1.获取那些来自Inglewood和来自Plymouth的每个球员的号码和城市。
select playerno,town from players
 where town = ‘Inglewood’
 union
 select playerno,town from players
 where town = ‘Plymouth’;
2.获取出现在players表和penalties表中的所有日期的列表。
select birth_date as date from players
 union
 select payment_date as date from penalties;
3.获取那些至少引起一次罚款或者担任队长,或者两个条件都符合的每个球员号码。
select playerno from penalties
 union
 select playerno from teams;
4.对于那些至少引起一次罚款,担任队长,居住在Stratford或者满足上述两个或3个条件的每个球员,获取球员号码。

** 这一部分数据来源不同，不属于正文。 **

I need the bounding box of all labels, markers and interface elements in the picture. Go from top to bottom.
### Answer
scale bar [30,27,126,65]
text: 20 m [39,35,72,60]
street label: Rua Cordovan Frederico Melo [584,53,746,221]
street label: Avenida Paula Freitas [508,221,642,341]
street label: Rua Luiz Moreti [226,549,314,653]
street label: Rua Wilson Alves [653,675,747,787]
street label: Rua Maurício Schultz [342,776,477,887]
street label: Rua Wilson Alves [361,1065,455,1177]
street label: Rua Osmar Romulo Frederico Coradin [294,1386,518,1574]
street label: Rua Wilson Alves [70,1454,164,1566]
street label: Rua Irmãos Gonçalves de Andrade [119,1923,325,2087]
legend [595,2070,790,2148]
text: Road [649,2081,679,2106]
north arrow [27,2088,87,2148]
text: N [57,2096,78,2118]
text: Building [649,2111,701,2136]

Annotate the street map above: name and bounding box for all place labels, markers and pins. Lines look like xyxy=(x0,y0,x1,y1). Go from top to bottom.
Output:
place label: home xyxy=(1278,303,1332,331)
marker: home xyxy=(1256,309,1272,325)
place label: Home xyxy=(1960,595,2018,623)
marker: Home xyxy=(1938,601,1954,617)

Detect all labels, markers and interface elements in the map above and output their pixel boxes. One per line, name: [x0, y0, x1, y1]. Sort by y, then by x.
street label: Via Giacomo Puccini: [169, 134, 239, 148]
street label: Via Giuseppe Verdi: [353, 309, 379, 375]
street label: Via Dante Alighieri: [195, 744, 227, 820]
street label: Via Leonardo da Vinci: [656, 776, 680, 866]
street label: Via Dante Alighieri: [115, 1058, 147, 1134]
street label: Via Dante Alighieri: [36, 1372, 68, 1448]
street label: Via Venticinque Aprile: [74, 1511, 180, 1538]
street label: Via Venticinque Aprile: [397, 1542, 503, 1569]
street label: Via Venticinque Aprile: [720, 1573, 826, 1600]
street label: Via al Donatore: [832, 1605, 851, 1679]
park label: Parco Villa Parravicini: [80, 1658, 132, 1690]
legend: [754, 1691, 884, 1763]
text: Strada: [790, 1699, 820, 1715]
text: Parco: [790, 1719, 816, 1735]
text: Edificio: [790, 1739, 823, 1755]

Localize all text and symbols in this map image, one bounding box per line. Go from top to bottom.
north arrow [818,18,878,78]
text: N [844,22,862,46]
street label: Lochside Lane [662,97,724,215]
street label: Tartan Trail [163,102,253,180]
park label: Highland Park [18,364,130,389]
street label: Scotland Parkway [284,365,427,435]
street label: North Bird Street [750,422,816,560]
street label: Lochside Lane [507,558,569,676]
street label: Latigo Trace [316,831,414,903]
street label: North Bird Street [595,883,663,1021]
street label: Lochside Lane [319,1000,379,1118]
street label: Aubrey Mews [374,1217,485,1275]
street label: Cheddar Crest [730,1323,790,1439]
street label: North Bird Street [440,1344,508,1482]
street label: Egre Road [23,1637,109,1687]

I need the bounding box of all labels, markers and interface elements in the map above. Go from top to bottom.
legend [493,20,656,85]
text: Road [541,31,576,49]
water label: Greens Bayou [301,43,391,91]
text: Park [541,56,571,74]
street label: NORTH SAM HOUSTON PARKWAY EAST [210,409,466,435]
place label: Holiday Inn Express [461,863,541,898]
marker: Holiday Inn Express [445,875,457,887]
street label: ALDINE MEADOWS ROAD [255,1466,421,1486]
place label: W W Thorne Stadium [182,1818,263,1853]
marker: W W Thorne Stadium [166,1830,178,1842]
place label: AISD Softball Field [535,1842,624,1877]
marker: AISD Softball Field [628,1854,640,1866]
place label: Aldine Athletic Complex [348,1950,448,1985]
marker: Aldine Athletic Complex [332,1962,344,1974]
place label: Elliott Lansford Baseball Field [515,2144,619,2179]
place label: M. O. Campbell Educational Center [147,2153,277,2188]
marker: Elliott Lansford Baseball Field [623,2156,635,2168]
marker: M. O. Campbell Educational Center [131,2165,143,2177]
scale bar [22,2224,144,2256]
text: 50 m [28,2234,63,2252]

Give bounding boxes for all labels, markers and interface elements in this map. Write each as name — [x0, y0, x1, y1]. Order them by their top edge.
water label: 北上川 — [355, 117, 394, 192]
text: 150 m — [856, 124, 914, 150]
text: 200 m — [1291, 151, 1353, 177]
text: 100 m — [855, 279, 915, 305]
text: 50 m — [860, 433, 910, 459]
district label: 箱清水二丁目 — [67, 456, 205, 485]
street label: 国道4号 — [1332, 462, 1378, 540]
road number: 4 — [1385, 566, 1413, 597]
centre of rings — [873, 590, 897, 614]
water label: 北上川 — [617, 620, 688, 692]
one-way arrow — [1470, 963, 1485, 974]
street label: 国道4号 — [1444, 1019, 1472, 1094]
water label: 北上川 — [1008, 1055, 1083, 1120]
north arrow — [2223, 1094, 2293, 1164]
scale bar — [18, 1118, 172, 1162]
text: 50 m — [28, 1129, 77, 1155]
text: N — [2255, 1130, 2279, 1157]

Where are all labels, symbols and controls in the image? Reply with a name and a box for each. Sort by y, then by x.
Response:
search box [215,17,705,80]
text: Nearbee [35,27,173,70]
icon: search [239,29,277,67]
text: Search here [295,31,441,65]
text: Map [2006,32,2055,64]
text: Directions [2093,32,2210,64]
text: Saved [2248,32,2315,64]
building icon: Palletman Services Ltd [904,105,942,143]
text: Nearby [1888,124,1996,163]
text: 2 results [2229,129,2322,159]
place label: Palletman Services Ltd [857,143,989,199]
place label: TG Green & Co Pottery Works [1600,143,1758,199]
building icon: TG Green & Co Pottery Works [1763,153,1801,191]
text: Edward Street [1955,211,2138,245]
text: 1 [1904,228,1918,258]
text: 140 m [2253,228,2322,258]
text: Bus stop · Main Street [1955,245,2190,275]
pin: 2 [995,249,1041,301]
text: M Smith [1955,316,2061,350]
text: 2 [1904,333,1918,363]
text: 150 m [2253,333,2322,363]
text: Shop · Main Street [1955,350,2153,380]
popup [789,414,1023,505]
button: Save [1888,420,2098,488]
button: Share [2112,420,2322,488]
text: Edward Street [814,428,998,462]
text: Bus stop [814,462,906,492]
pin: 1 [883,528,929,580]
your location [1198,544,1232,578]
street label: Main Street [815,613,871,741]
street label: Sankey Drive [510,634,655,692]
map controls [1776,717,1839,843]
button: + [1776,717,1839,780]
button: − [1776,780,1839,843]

select playerno from penalties
 union
 select playerno from teams
 union
 select playerno from players where town = ‘Stratford’;
5.对于球队编号和球员号码的每个组合,获取所有赢得局数和输掉局数的和,并且对每个球队
给出一个子和和最终的总和。
select cast(teamno as char(4)) as TEAMNO,
      cast(playerno as char(4)) as PLAYERNO,
      sum(won+lost) as total
 from matches
 group by teamno,playerno
 union
 select cast(teamno as char(4)),’subtotal’,sum(won+lost)
 from matches
 group by teamno
 union
 select ‘total’,’total’,sum(won+lost)
 from matches
 order by 1,2;
6.把penalties表中的球员号码的集合和来自teams表中的球员号码组合起来,不要移除重复的行。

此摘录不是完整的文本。